TASK DESCRIPTION:
Apart from the images, reproduce every record word for word.

DATA EXCERPTS:
○ ○ ○
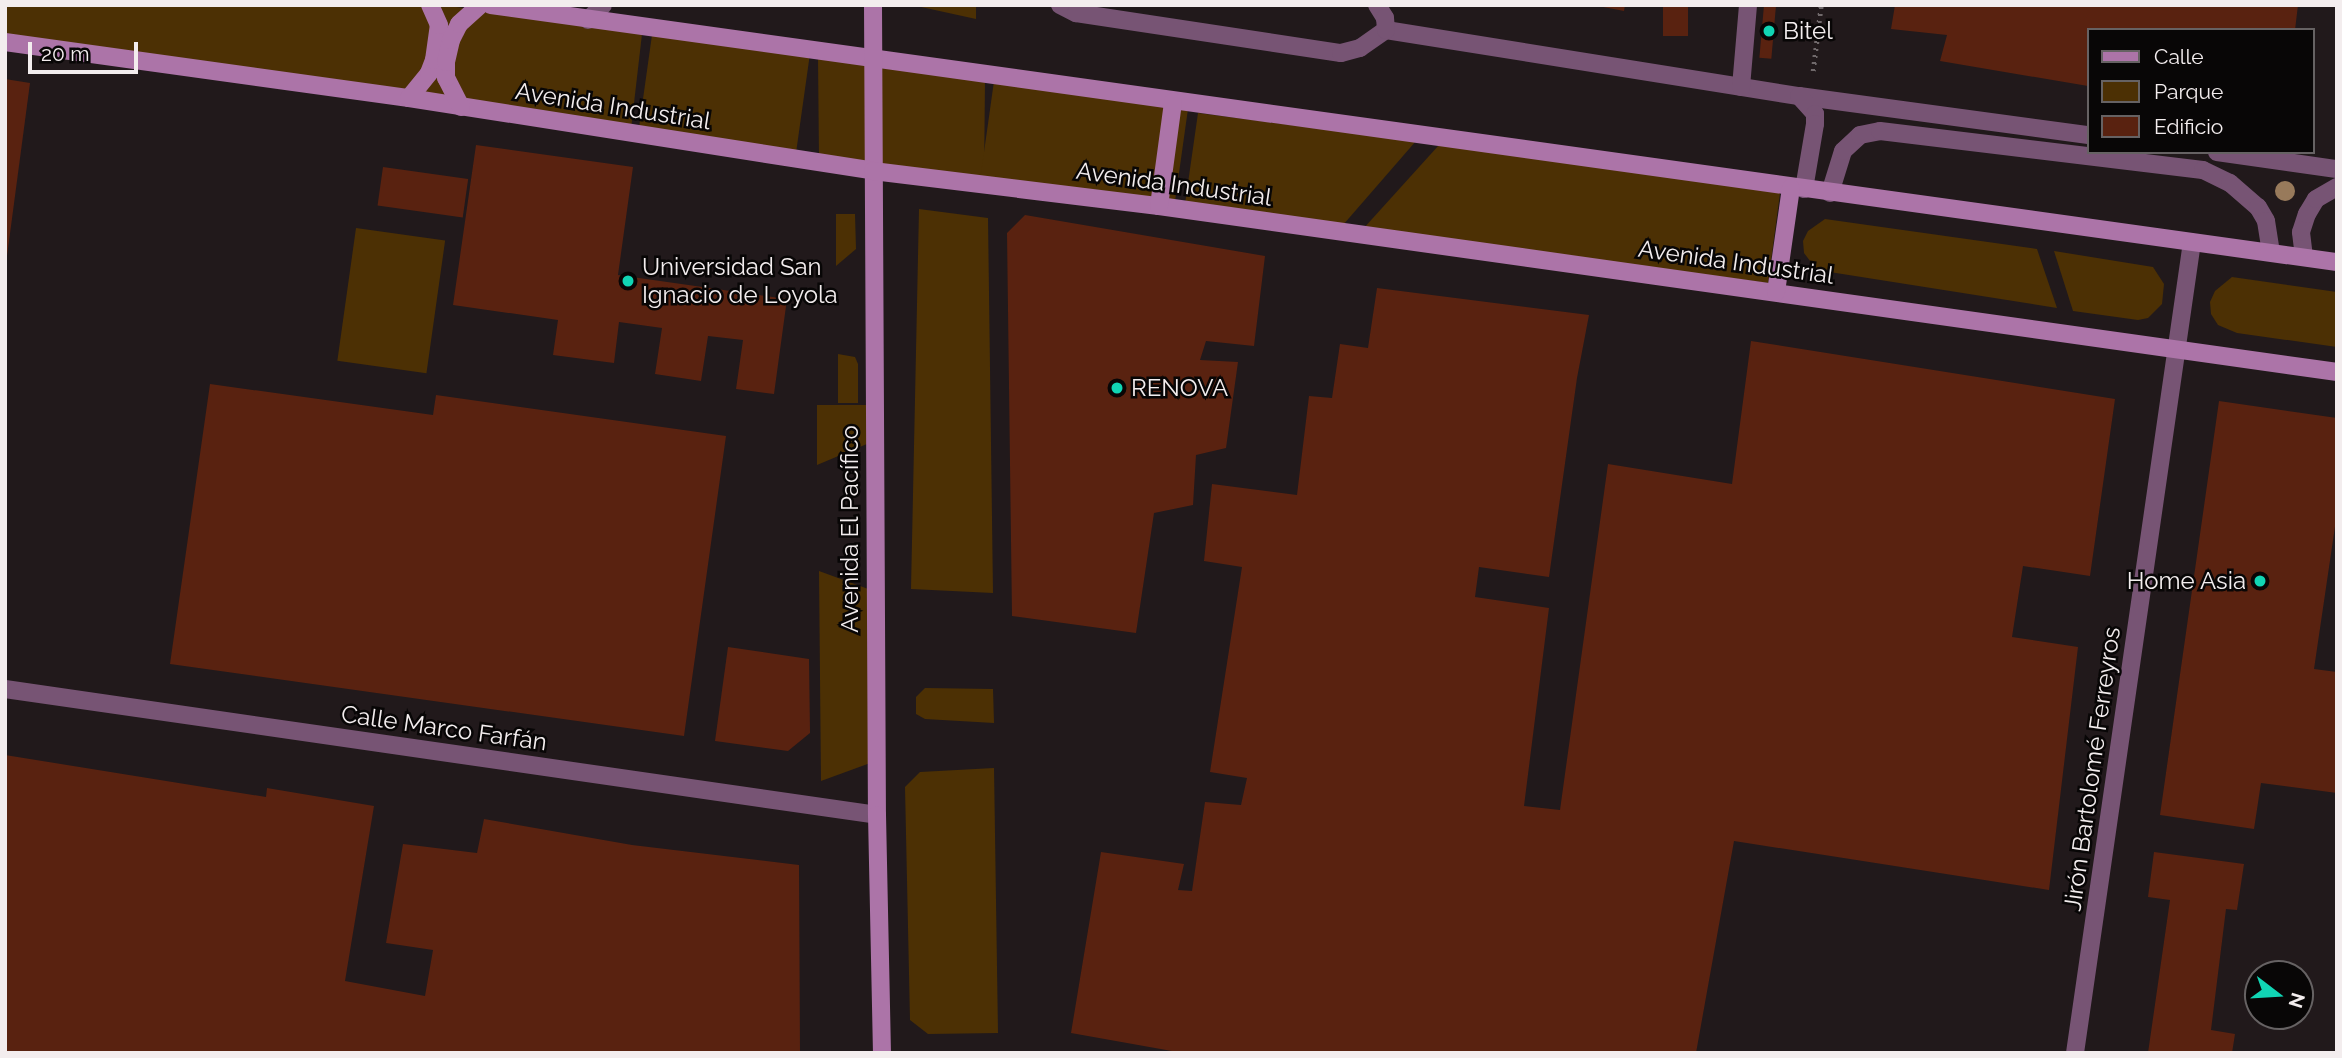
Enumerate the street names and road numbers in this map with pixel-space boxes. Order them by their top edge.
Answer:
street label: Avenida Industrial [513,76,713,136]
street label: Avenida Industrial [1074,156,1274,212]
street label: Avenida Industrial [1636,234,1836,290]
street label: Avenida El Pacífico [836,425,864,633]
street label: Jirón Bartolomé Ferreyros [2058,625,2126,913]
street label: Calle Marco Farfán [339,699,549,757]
○ ○ ○
ANSWER SECTION:
Enumerate the street names and road numbers in this map with pixel-space boxes. Order them by their top edge.
Answer:
street label: Avenida Industrial [513,76,713,136]
street label: Avenida Industrial [1074,156,1274,212]
street label: Avenida Industrial [1636,234,1836,290]
street label: Avenida El Pacífico [836,425,864,633]
street label: Jirón Bartolomé Ferreyros [2058,625,2126,913]
street label: Calle Marco Farfán [339,699,549,757]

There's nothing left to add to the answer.